Fred Alger Management has published the fourth-quarter 2025 investor letter for its Alger Spectra Fund. The document is available for download.
The U.S. equity market finished the quarter strongly, with the S&P 500 rising 2.7%. Corporate earnings that exceeded expectations, further interest rate easing from the Federal Reserve, and a resilient macroeconomic environment supported investor optimism. Clarity on trade policy also provided a boost.
During the quarter, the fund's Class A shares did not perform as well as the Russell 3000 Growth Index. The Information Technology and Utilities sectors helped the fund's relative performance, while the Health Care and Communication Services sectors hurt it.
The letter highlighted Microsoft Corporation (NASDAQ:MSFT). Microsoft's one-month return was -5.17%, while its shares gained 7.19% over the past 52 weeks. On January 13, 2026, Microsoft stock closed at $459.86 per share, giving it a market capitalization of $3.418 trillion.

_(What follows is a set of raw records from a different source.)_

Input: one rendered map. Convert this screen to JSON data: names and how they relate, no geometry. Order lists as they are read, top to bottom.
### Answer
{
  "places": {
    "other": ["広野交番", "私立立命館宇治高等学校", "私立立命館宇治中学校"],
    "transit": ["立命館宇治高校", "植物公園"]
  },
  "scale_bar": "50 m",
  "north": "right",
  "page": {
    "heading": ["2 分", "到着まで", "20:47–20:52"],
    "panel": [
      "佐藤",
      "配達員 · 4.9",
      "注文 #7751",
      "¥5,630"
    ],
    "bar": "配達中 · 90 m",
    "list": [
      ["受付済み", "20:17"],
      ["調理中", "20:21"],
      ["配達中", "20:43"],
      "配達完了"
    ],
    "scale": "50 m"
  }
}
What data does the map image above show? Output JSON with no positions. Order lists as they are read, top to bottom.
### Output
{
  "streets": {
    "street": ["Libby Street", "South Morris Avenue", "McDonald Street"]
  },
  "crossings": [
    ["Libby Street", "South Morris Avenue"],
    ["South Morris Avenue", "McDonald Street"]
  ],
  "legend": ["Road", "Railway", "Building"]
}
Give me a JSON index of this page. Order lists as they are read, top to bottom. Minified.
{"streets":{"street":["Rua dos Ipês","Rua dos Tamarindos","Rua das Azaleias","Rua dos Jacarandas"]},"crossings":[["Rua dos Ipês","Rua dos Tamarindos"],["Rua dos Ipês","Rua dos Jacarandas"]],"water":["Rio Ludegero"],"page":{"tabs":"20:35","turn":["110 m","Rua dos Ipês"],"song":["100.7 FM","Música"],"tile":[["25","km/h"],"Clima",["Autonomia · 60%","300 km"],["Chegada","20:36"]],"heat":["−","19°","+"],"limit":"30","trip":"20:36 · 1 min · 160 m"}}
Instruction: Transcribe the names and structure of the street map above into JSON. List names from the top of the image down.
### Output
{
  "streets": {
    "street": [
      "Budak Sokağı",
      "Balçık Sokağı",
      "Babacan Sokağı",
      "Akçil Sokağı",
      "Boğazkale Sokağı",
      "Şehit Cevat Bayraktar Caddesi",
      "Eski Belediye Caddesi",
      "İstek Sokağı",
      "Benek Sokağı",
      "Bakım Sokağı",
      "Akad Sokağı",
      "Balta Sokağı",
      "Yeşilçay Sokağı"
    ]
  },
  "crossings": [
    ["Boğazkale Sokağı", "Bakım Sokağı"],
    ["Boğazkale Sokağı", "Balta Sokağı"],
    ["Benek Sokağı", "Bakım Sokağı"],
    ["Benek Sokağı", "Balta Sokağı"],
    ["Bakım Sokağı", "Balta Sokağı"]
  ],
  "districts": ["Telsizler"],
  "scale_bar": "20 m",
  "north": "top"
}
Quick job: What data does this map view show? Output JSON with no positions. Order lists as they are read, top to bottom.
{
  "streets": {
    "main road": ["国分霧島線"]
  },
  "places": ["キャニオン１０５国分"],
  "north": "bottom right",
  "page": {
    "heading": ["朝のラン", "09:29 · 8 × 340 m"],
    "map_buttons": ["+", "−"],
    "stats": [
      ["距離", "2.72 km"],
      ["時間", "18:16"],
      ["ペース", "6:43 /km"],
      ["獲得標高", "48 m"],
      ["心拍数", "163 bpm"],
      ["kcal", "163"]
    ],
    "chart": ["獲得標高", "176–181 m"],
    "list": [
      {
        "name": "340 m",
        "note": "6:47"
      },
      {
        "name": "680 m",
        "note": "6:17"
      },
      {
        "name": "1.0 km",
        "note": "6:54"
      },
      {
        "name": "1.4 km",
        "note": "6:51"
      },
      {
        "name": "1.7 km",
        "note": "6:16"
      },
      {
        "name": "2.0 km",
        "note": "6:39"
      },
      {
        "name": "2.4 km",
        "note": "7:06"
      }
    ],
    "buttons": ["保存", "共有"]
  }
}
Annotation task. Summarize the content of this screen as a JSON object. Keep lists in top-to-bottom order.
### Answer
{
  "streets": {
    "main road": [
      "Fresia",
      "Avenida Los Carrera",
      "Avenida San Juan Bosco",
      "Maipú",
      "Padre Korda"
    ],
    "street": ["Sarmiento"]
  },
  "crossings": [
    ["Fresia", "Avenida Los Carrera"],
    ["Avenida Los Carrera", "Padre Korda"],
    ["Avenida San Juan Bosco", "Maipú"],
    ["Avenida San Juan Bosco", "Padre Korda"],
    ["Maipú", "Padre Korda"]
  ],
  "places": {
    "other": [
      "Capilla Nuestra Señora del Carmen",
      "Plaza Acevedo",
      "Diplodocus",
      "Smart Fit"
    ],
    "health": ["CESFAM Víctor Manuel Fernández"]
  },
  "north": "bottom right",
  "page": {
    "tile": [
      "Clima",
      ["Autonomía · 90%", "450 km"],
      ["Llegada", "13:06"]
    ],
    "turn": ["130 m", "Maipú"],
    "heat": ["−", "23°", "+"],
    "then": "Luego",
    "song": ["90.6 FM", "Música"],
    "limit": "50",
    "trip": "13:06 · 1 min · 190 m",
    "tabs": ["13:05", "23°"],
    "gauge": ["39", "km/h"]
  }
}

Regarding Microsoft, the fund stated: "Microsoft Corporation (NASDAQ:MSFT) is a beneficiary of corporate America’s transformative digitization. The company operates through three segments: Productivity and Business Processes (Office365, LinkedIn, and Dynamics), Intelligent Cloud (Server Products and Cloud Services, Azure, and Enterprise Services), and More Personal Computing (Windows, Devices, Gaming, and Search). Shares detracted during the quarter after the company reported Azure cloud growth and forward guidance fell short of elevated investor expectations, in part because revenue recognition lagged strong demand and the company remained capacity constrained. While Azure still grew 39% year-over-year (YoY) and management guided to 37% growth in the current quarter, we believe investors focused on the near-term mismatch between demand and available capacity. Importantly, demand signals improved: commercial bookings surged (reported up approximately 111% YoY) and remaining performance obligations rose 51% compared to 37% from the prior quarter, extending revenue visibility. To address the backlog and support AI/cloud workloads, management signaled a step-up in investment, including roughly $30B of capital expenditures (CapEx) in the current quarter and an expectation that fiscal-2026 CapEx growth will be higher than fiscal-2025."
In the first quarter of its 2026 fiscal year, Microsoft reported revenue of $77.7 billion, an increase of 18%, or 17% when adjusted for constant currency.